Chapter 4. Measure of Central Tendency and Dispersion

🎲 🎯 ⚖ μ σ ρ

4.1 Measure of Central Tendency – Mean and Median

4.2 Measure of Dispersion – Standard Deviation

4.3 Covariance and Correlation Coefficient

4.4 Exercise

[Chapter4 pdf]

In the case of quantitative data, the central tendency and dispersion of the data are measured and analyzed.
- Central tendency : mean / median
- Dispersion : variance / standard deviation
Data for two quantitative variables are measured using a covariance and a correlation coefficient.

4.1 Measure of Central Tendency – Mean and Median

⭐ Think

The data obtained by taking a sample of 5 middle school students and surveying their weight are as follows:

(Data 4.1) Weights of five middle school students (kg)

63 60 65 55 77

💎 Explore

1) What kind of graph is used to find a representative value of these data?
2) What would be a representative value for the weight of 5 students?

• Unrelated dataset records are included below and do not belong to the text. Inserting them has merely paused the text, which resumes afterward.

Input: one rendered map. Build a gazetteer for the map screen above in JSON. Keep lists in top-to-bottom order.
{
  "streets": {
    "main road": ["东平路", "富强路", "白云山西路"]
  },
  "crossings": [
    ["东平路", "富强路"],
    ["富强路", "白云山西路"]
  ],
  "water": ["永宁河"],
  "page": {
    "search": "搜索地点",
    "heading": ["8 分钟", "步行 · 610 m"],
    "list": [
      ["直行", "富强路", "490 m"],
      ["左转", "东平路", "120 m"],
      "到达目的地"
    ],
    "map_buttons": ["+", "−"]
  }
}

The average (or mean) is a measure of central tendency of quantitative data and is widely used as a representative value for the data. The mean is the sum of all data and divided by the number of data, which implies the center of gravity of the data. The mean is expressed as $\mu$ (read mu), and the mean of (Data 4.1) is obtained as follows: $$ \text{Mean} = \mu = \frac{63 + 60 + 65 + 55 + 77}{5} = \frac{320}{5} = 64 $$ When $n$ number of data is expressed as $x_1 , x_2 , ... , x_n $, mean is expressed by the following formula.

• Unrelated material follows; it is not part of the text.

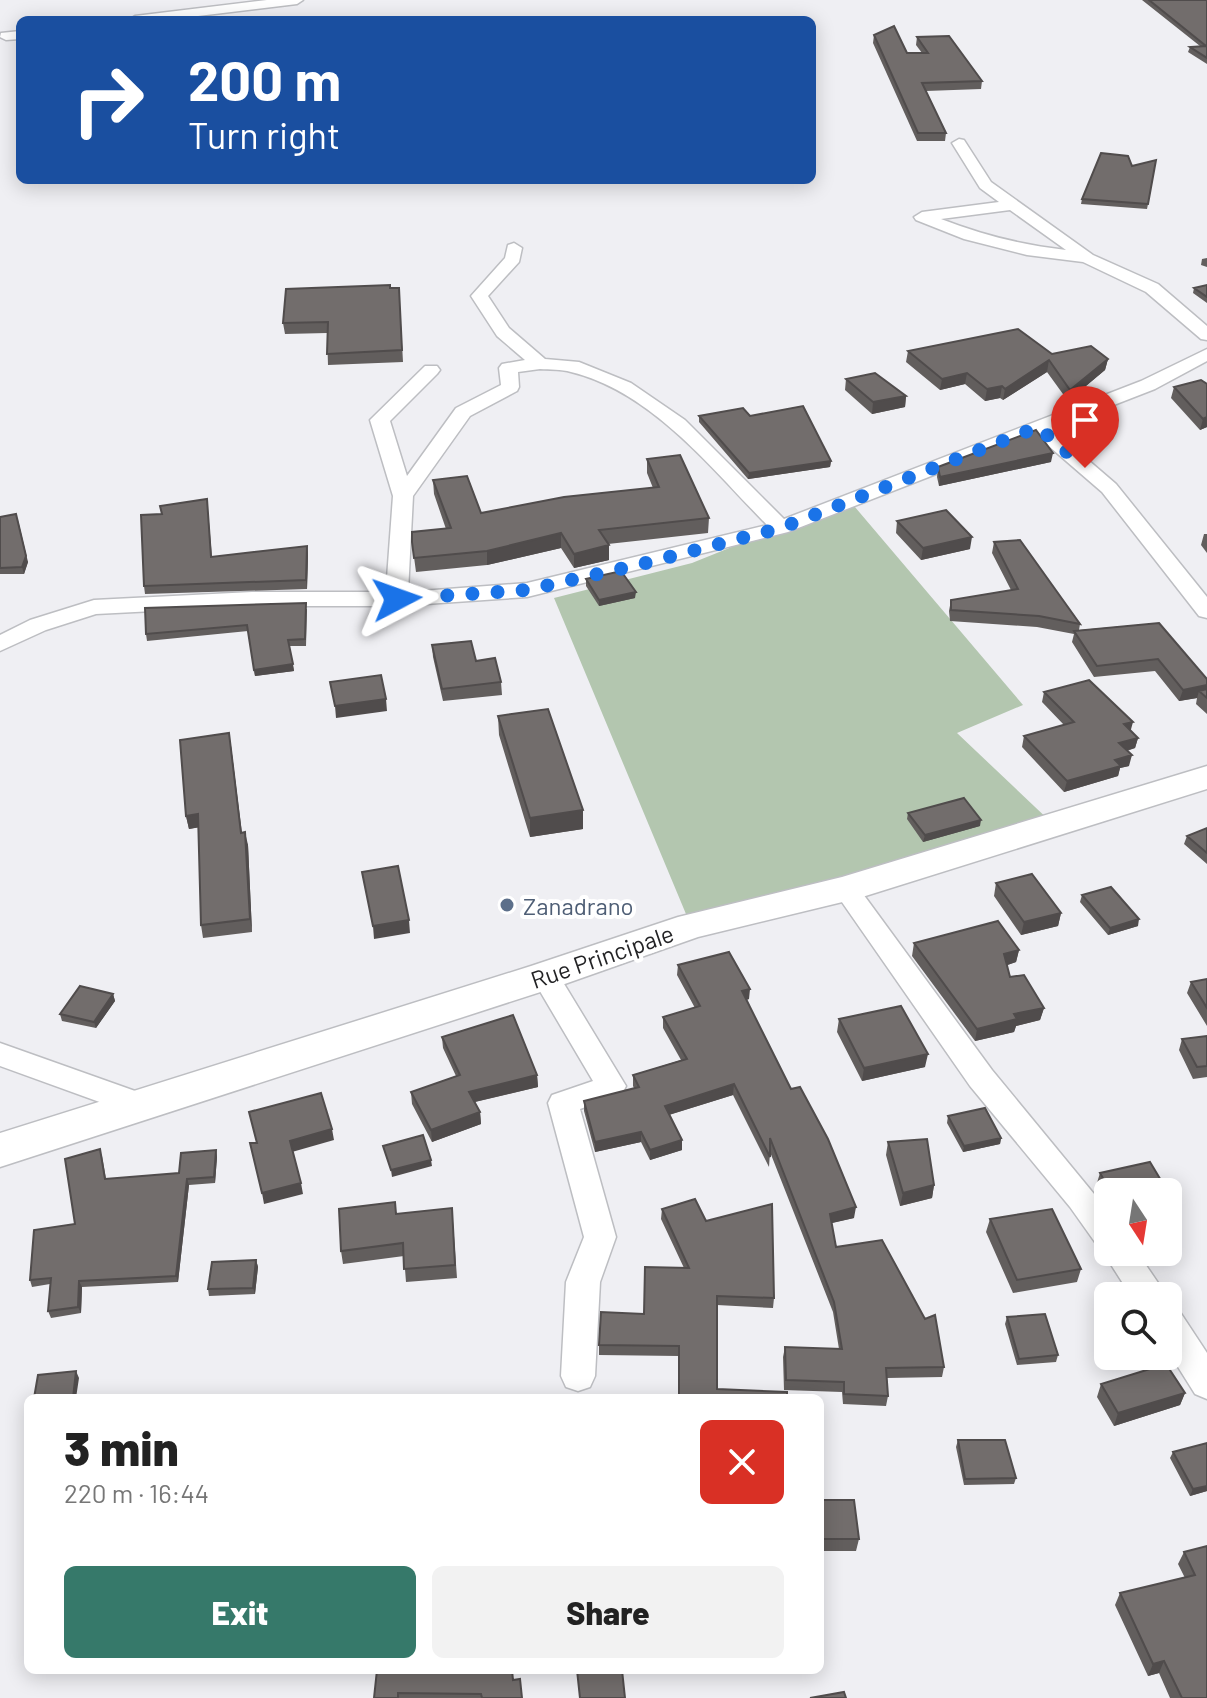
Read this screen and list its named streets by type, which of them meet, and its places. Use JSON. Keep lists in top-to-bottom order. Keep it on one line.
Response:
{"streets":{"main road":["Rue Principale"]},"places":["Zanadrano"],"north":"bottom","page":{"turn":["200 m","Turn right"],"heading":["3 min","220 m · 16:44"],"buttons":["Exit","Share"]}}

$$ \small \mu = \frac{1}{n} \sum_{i=1}^n x_i $$

In general, the mean is very appropriate as a representative value of the data, but when there is a very large or a small value in the data, it is greatly affected by this extreme value. In this case, a median can be used. The median is the value in the middle when the data are sorted in order. In (Data 4.1), the number of data is 5 which is an odd number, and the 3rd ($\frac{n+1}{2}$) number when data is sorted in ascending order is the median as follows:

(Data 4.1) is sorted in ascending order.

$\qquad$55 60 63 65 77

Median is the 3rd number in these sorted data which is 63.

If the number of data is 6 which is an even number, how do we find the median? In this case, the median of the data is calculated as the average of the 3rd (=$\frac{n}{2}$ ) and 4th (=$\frac{n+2}{2}$ ) of the sorted data.

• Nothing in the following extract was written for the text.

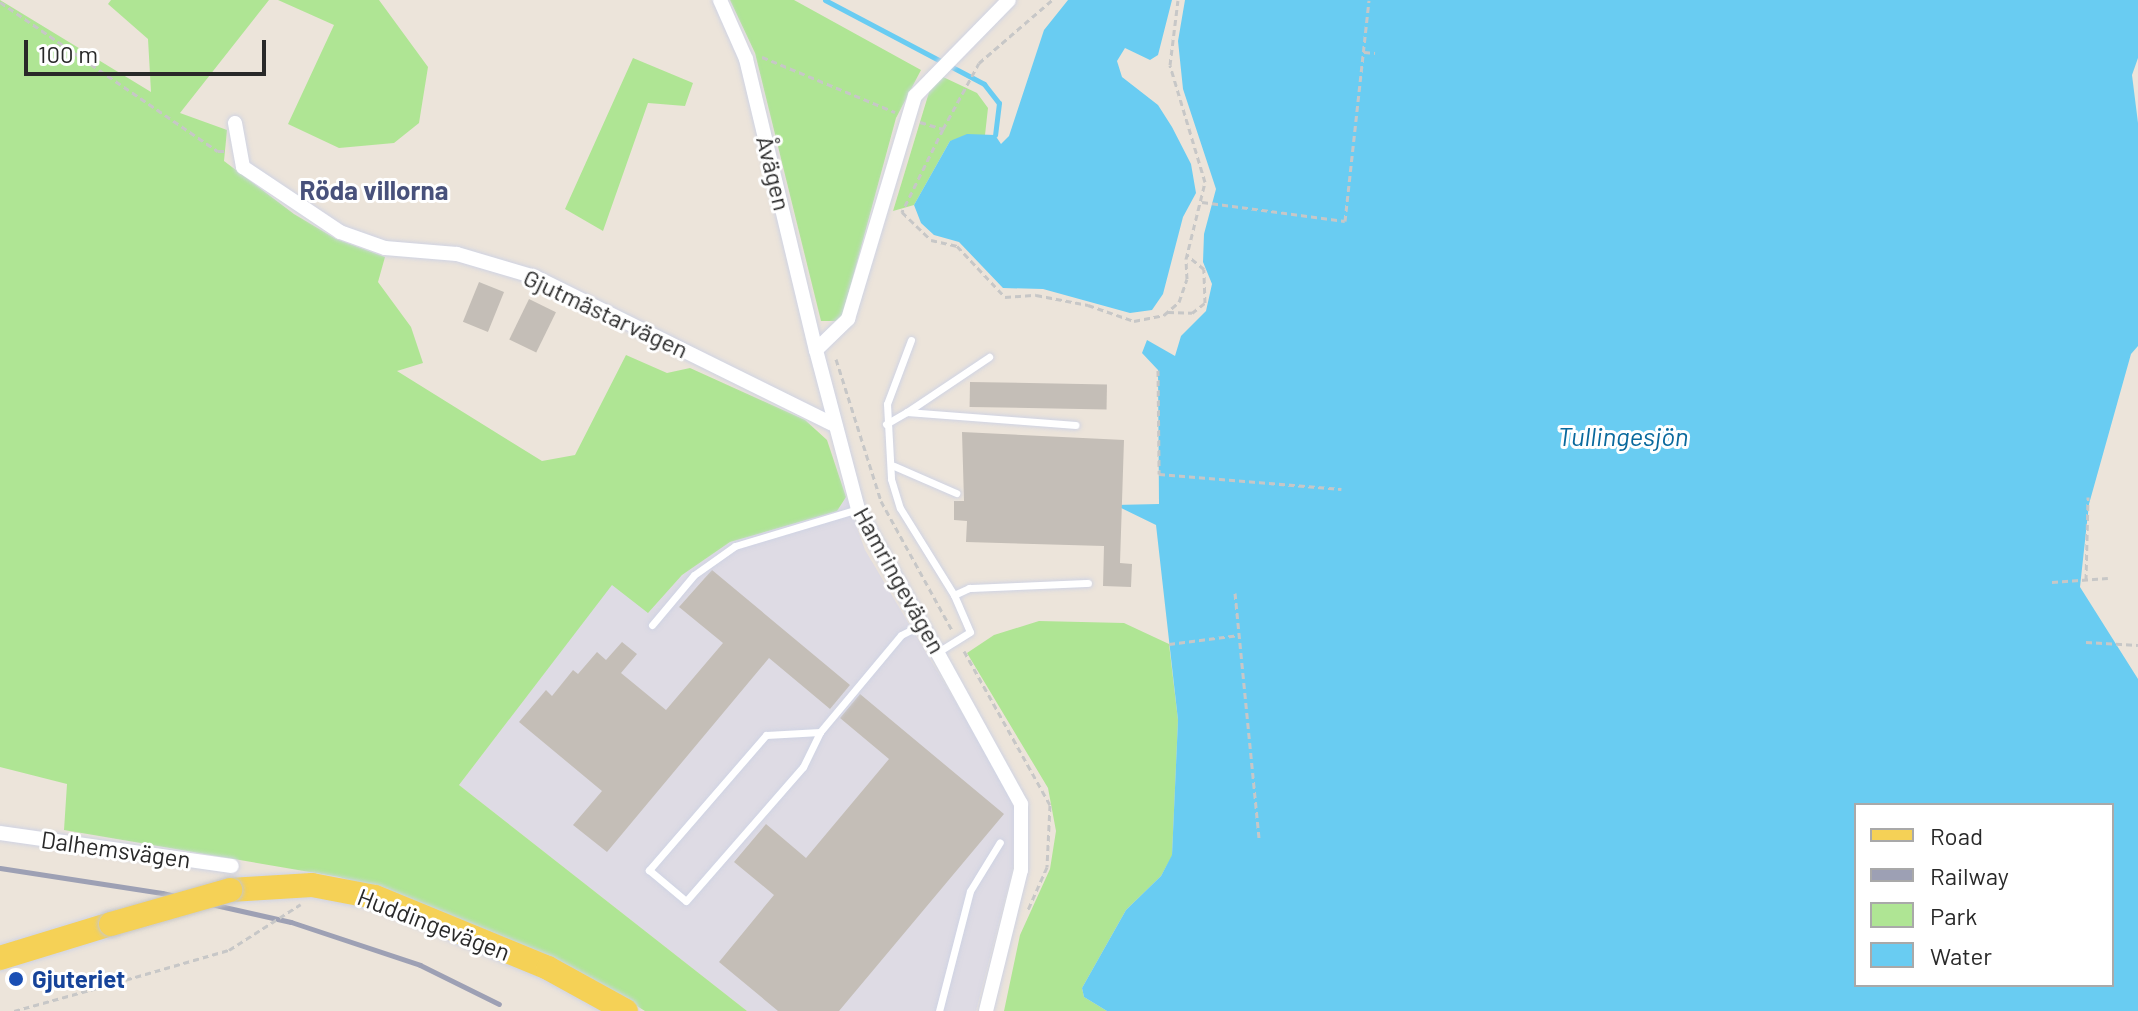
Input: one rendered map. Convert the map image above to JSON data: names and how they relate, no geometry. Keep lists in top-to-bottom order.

Generally, a median is expressed as $m$, and, if the number of data is $n$ , it is calculated as follows:

1) Data are sorted in ascending order.
2) Check whether the number of data is an odd number or an even number.
3) If $n$ is odd, $m$ = $ (\frac{n+1}{2})^{th}$ data in sorted data.
$\quad \;$If $n$ is even, $m$ = Average of ($\frac{n}{2})^{th}$ data $(\frac{n+2}{2})^{th}$ data in sorted data.

In order to see the overall distribution of the weight data, a stem and leaf plot or a histogram discussed in Chapter 3 can be considered, but a dot graph is more useful. In a dot graph, after obtaining the minimum and maximum values of data, the position of each data is calculated on the horizontal axis, and displayed as a dot.

<Figure 4.1> is a dot graph for (Data 4.1). In proportion to the minimum value of 55 and the maximum value of 76, each data is displayed by a dot. The green line is the mean and the red line is the median. In this data, the mean is located slightly to the right of the median because 77 of the data is located to the right of the other four data. That is, the mean is more sensitive to an extreme than the median.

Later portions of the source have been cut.